The presentation which the article is based on listed 4 or 5 power outages suffered by major players in recent times, the UPS's failed.
I've heard SSDs fail more often than hard drives, but I haven't seen a study, feel free to cite one the shows SSDs last longer.
This is a linode forum for linode customers. You're surprised people here support linode?
The presentation and article aren't silly. The reason no manufacturers are listed are because they either want to sell that information or they can't release it due to manufactures contracts or some other reason.
DO have a slower network, provide less cores, have more VMs on a server, attract a different sort of customer that's more prone to abuse and attracts DDOS, have fewer support staff, have a smaller community and while this doesn't prove anything, they lost all of my data in less than a week. I had to rebuild from scratch.
I'm not a linode fanboi, I slam linode whenever I feel they deserve it.


I'm a Linode fanboi as well and you can ask the staff how much I support them and their efforts. What I don't support is trashing other technologies and companies to make us look good.

1) You are correct neither Linode nor DO states they use battery backup in their RAID configs yet both say they use raid for redundancy. I guess we will have to trust them both since we aren't there to physically verify.
2) Wait...so...because UPS supposedly failed; SSD failed?
Lets take a quote from the article "Modern storage technology (SSDs, No-SQL databases, commoditized RAID hardware, etc.) bring new reliability challenges to the already complicated storage stack. Among other things, the behavior of these new components during power faults—which happen relatively frequently in data centers"....Wait power faults happen regularly in Data Centers? Unless you are in Fremont I would guess you would reject this statement.

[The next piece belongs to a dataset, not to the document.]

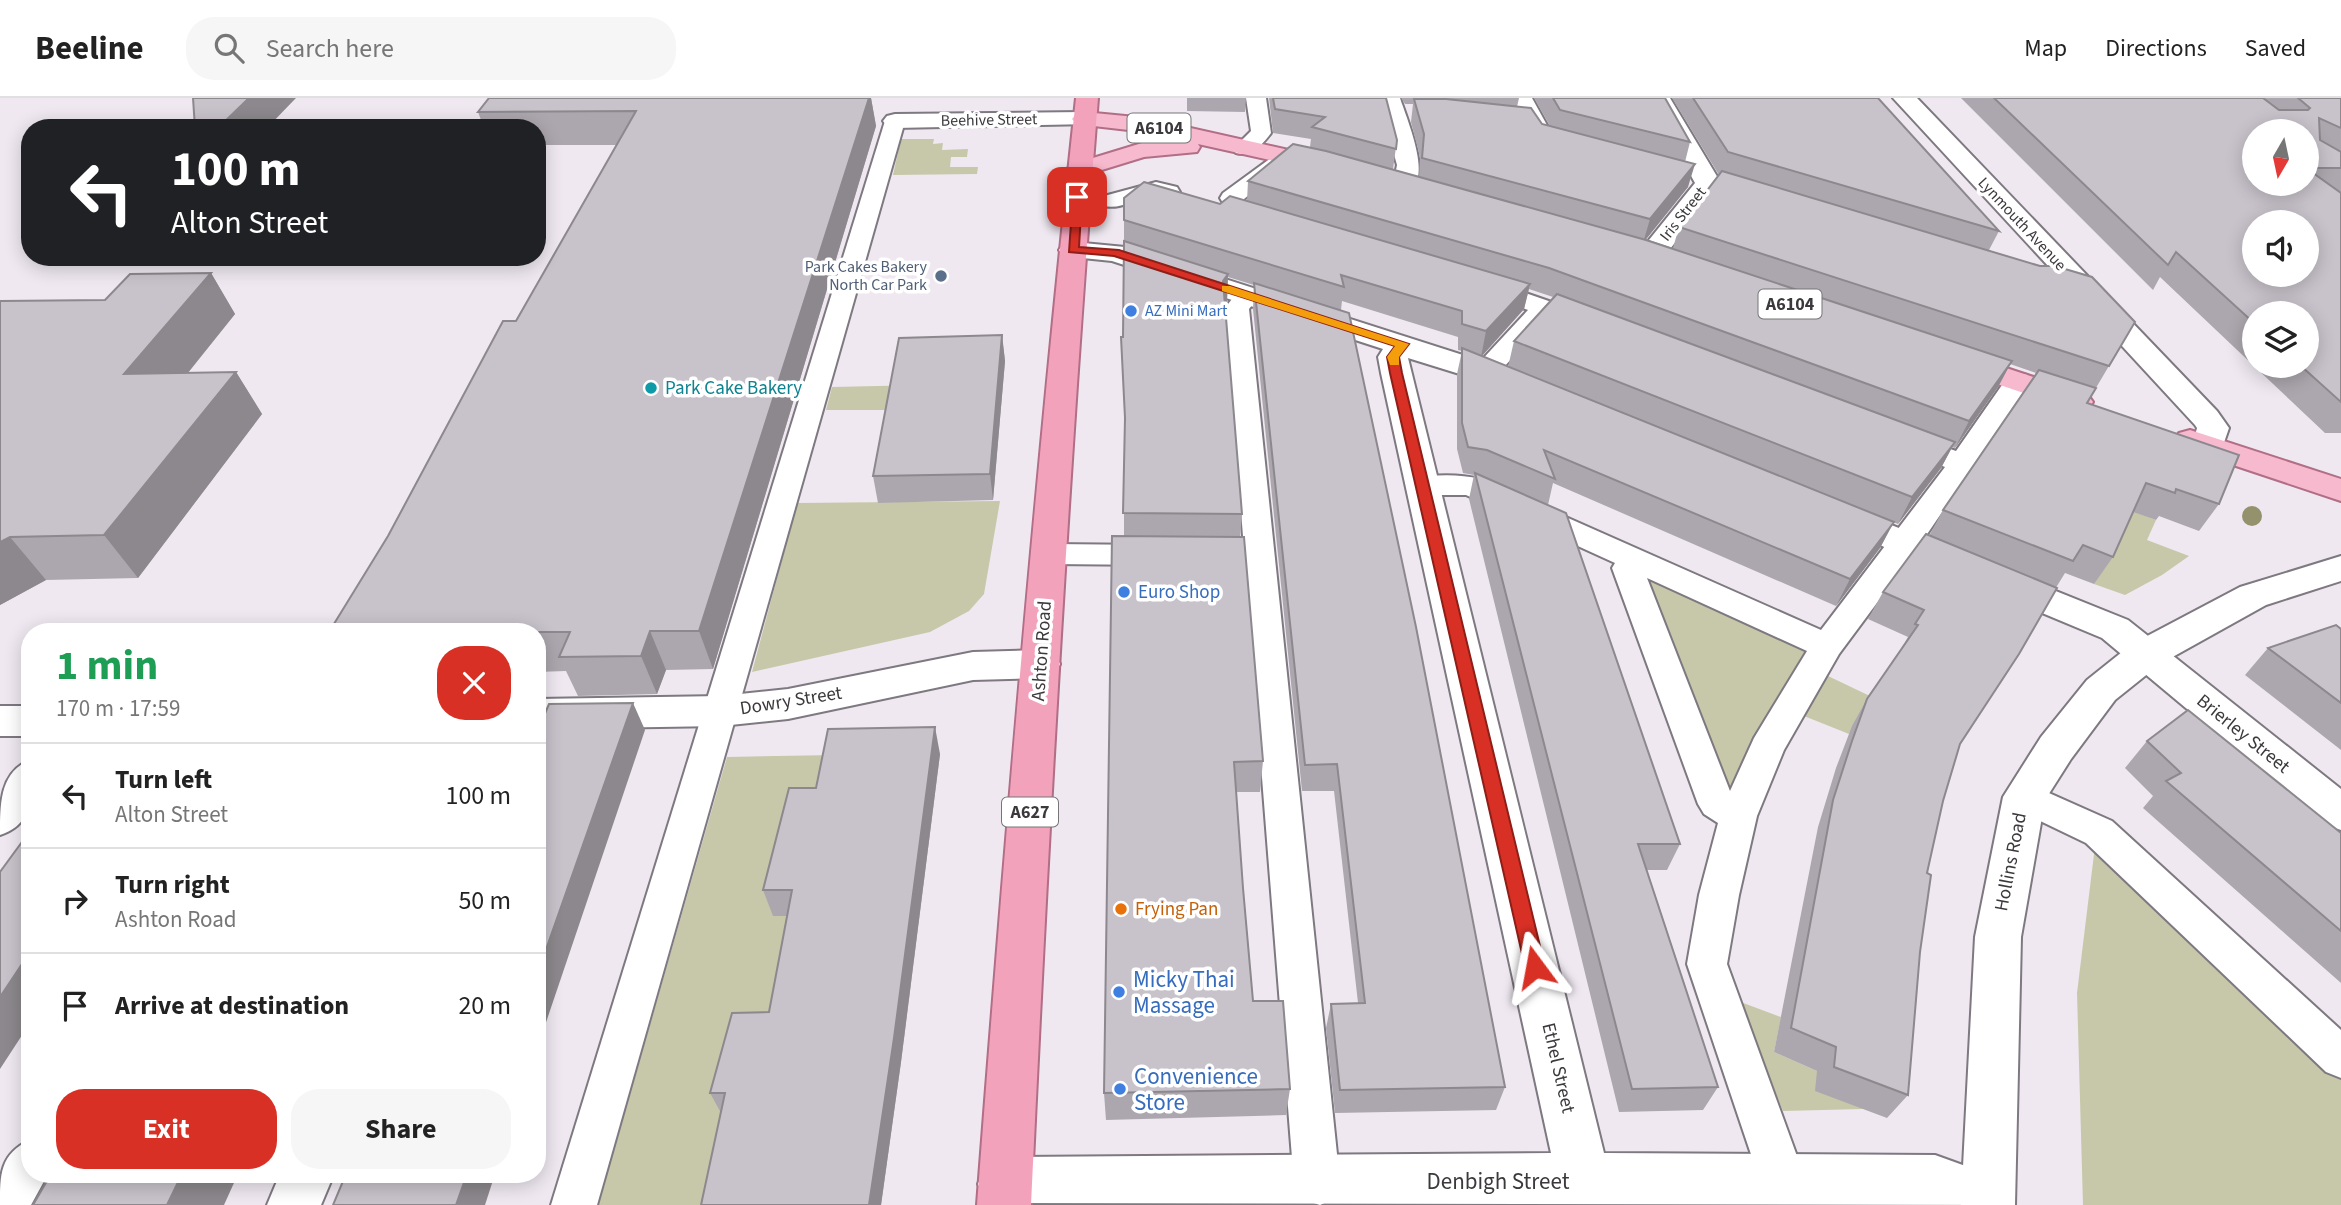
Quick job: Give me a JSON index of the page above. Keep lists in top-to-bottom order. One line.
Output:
{"streets":{"highway":["Ashton Road","A627"],"main road":["A6104"],"street":["Beehive Street","Iris Street","Lynmouth Avenue","Dowry Street","Brierley Street","Hollins Road","Ethel Street","Denbigh Street"]},"crossings":[["Beehive Street","A6104"],["Beehive Street","Ashton Road"],["A6104","Ashton Road"],["Ashton Road","Dowry Street"],["Ashton Road","Denbigh Street"],["Brierley Street","Hollins Road"],["Hollins Road","Denbigh Street"],["Ethel Street","Denbigh Street"]],"places":["Park Cakes Bakery North Car Park","AZ Mini Mart","Park Cake Bakery","Euro Shop","Frying Pan","Micky Thai Massage","Convenience Store"],"north":"bottom","page":{"header":"Beeline","search":"Search here","nav":["Map","Directions","Saved"],"turn":["100 m","Alton Street"],"heading":["1 min","170 m · 17:59"],"list":[{"name":"Turn left","note":"Alton Street","value":"100 m"},{"name":"Turn right","note":"Ashton Road","value":"50 m"},{"name":"Arrive at destination","value":"20 m"}],"buttons":["Exit","Share"]}}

3) WAT? You heard from where? Start citing some sources because SSD MTBF beats HDD MTBF outright.
4) So you question point number one saying that we don't know for sure that DO has battery backup and then make an assertion here about contracts of the test without knowing the full story? Well that seems a bit silly.
5) You are full of crap because DOs network is faster than Linodes because they don't cap their customers. I can pull many examples if you would like to prove the point (still being a huge linode fanboi).
6) Sorry to hear that. Detail your experience so the rest can be warned with facts.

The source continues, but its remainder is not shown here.